Bab Siapa yang Menampakkan Perbuatan Keji dan Tuduhan Tanpa Bukti
Shahih
haddatsana abdu allahi ibnu yusufa, haddatsana allaytsu, haddatsana yahya ibnu saidin, an abdi arrahmani ibni alqasima, ani alqasimi ibni muhammadin, ani abni abbasin rdh allah nhm dzukira attalaunu inda annabiyyi faqala ashimu ibnu adiyyin fi dzalika qawlan, tsumma ansharafa waatahu rajulun min qawmihi yasyku annahu wajada maa ahlihi faqala ashimun ma abtulitu bihadza ila liqawli fadzahaba bihi ila annabiyyi faakhbarahu biadzi wajada alayhi amraatahu, wakana dzalika arrajulu mushfarran, qalila allahmi, sabitha assyaari, wakana adzi addaa alayhi annahu wajadahu inda ahlihi adama, khadlan, katsira allahmi, faqala annabiyyu " allahumma bayyin ". fawadhaat syabihan biarrajuli adzi dzakara zawjuha annahu wajadahu indaha falaana annabiyyu baynahuma faqala rajulun libni abbasin fi almajlisi hiya ati qala annabiyyu " law rajamtu ahadan bighayri bayyinahin rajamtu hadzihi ". faqala la, tilka amraahun kanat tuzhhiru fi alislami assua.
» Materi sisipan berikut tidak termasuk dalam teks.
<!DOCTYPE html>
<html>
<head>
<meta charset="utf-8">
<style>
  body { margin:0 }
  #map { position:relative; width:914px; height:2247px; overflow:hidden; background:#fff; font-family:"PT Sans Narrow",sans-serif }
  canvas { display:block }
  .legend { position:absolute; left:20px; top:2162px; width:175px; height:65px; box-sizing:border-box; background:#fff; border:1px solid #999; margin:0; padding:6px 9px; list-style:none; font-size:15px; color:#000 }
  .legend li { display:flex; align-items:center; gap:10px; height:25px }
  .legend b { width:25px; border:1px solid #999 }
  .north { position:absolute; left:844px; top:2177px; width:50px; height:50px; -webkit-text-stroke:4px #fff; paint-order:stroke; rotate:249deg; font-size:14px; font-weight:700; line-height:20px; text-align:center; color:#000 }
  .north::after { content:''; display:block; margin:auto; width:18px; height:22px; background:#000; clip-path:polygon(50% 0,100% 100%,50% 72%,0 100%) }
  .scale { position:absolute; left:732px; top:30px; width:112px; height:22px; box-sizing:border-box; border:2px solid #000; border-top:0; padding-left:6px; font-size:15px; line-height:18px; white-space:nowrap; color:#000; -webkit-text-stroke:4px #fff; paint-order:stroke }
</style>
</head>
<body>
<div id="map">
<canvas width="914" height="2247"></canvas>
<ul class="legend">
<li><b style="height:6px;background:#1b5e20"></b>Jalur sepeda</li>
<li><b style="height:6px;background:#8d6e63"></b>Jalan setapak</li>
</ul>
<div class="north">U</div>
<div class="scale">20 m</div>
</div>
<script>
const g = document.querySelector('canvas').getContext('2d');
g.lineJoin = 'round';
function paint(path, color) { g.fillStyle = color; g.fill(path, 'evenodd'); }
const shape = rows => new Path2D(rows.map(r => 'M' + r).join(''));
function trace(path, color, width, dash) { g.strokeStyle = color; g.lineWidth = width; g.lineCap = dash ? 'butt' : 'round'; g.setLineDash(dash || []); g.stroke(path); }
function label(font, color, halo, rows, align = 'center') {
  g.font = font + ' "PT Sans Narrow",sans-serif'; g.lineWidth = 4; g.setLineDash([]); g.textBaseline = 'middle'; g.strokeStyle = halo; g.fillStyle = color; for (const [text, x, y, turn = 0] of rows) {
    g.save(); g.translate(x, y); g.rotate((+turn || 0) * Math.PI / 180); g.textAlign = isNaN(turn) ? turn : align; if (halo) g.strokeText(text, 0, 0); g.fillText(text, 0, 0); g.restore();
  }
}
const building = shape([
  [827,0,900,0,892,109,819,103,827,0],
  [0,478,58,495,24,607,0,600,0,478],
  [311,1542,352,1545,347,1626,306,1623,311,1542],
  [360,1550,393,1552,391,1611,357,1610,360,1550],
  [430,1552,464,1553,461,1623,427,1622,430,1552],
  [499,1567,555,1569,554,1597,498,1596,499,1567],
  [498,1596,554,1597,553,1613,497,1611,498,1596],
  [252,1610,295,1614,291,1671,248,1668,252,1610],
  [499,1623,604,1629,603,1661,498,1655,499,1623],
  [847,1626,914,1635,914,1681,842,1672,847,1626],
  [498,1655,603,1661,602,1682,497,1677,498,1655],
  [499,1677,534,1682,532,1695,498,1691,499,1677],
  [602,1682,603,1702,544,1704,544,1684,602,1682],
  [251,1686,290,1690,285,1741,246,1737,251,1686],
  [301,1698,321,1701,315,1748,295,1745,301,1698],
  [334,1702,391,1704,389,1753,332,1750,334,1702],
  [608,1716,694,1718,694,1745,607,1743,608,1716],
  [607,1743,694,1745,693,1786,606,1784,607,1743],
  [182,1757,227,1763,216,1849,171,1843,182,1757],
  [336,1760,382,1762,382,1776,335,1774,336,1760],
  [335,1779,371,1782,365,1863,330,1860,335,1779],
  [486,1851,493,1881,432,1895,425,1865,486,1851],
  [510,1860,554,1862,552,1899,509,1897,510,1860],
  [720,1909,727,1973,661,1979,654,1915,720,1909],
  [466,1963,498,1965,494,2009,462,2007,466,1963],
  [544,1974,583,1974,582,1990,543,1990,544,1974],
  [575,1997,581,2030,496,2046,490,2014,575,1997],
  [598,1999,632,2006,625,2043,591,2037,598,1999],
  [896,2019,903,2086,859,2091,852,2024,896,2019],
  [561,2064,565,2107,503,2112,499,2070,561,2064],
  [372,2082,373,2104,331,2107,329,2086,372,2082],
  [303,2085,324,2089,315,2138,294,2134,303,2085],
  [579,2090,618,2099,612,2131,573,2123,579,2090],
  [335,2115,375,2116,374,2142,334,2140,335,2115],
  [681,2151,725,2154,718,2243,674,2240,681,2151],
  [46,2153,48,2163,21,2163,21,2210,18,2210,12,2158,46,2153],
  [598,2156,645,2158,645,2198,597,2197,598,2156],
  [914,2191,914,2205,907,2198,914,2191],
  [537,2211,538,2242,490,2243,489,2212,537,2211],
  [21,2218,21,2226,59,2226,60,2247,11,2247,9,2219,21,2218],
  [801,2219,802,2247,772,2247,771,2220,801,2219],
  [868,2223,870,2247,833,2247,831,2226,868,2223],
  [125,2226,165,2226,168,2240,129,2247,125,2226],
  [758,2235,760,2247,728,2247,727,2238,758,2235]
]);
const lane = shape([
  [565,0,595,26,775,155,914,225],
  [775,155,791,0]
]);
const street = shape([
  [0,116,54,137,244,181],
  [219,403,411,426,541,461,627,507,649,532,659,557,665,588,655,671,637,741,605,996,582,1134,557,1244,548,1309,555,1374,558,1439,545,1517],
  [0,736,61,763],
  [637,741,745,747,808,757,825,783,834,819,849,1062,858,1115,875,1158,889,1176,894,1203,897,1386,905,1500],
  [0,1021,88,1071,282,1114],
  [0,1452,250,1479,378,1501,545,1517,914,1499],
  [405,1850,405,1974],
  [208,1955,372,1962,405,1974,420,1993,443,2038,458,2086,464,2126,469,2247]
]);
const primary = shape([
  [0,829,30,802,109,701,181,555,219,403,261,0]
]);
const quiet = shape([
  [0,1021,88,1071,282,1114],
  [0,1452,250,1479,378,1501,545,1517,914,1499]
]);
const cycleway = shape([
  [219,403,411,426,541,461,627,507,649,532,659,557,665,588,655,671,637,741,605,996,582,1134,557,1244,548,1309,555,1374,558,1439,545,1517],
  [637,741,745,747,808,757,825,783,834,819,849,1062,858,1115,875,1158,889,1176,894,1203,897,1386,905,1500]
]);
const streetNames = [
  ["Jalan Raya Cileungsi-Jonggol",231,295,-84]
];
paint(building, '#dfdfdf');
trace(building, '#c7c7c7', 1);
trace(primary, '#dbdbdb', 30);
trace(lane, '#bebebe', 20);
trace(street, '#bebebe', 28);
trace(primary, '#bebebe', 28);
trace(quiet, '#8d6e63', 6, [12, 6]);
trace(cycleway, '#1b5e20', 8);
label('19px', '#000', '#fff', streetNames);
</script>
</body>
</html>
Lian disebutkan di hadapan Nabi, `Asim bin Adi mengungkapkan sebuah pernyataan tentangnya, dan ketika dia pergi, seorang pria dari kaumnya datang kepadanya mengeluh bahwa dia telah melihat seorang pria dengan istrinya. `Asim berkata, "Saya telah diuji hanya karena pernyataanku." Jadi dia membawa pria itu kepada Nabi ﷺ dan pria itu memberitahunya tentang insiden tersebut. Pria (suami) itu berkulit kuning, kurus, dan berambut tipis, sementara pria yang dituduh telah bersama istrinya itu berkulit coklat kemerahan dengan kaki besar dan tubuh gemuk. Nabi ﷺ berkata, "Ya Allah! Tunjukkanlah kebenaran." Kemudian wanita itu melahirkan seorang anak yang mirip dengan pria yang dituduh telah bersamanya. Maka Nabi ﷺ memerintahkan mereka untuk bersumpah Lian. Seorang pria berkata kepada Ibn `Abbas dalam pertemuan itu, "Apakah wanita itu yang sama yang tentangnya Nabi ﷺ berkata, 'Jika saya melemparkan batu kepada seorang wanita (karena melakukan hubungan seksual ilegal) tanpa saksi, saya akan melemparkan batu kepada wanita itu?'" Ibn `Abbas menjawab, "Tidak, itu adalah wanita lain yang berperilaku mencurigakan di antara kaum Muslim sehingga seseorang bisa menuduhnya melakukan hubungan seksual ilegal."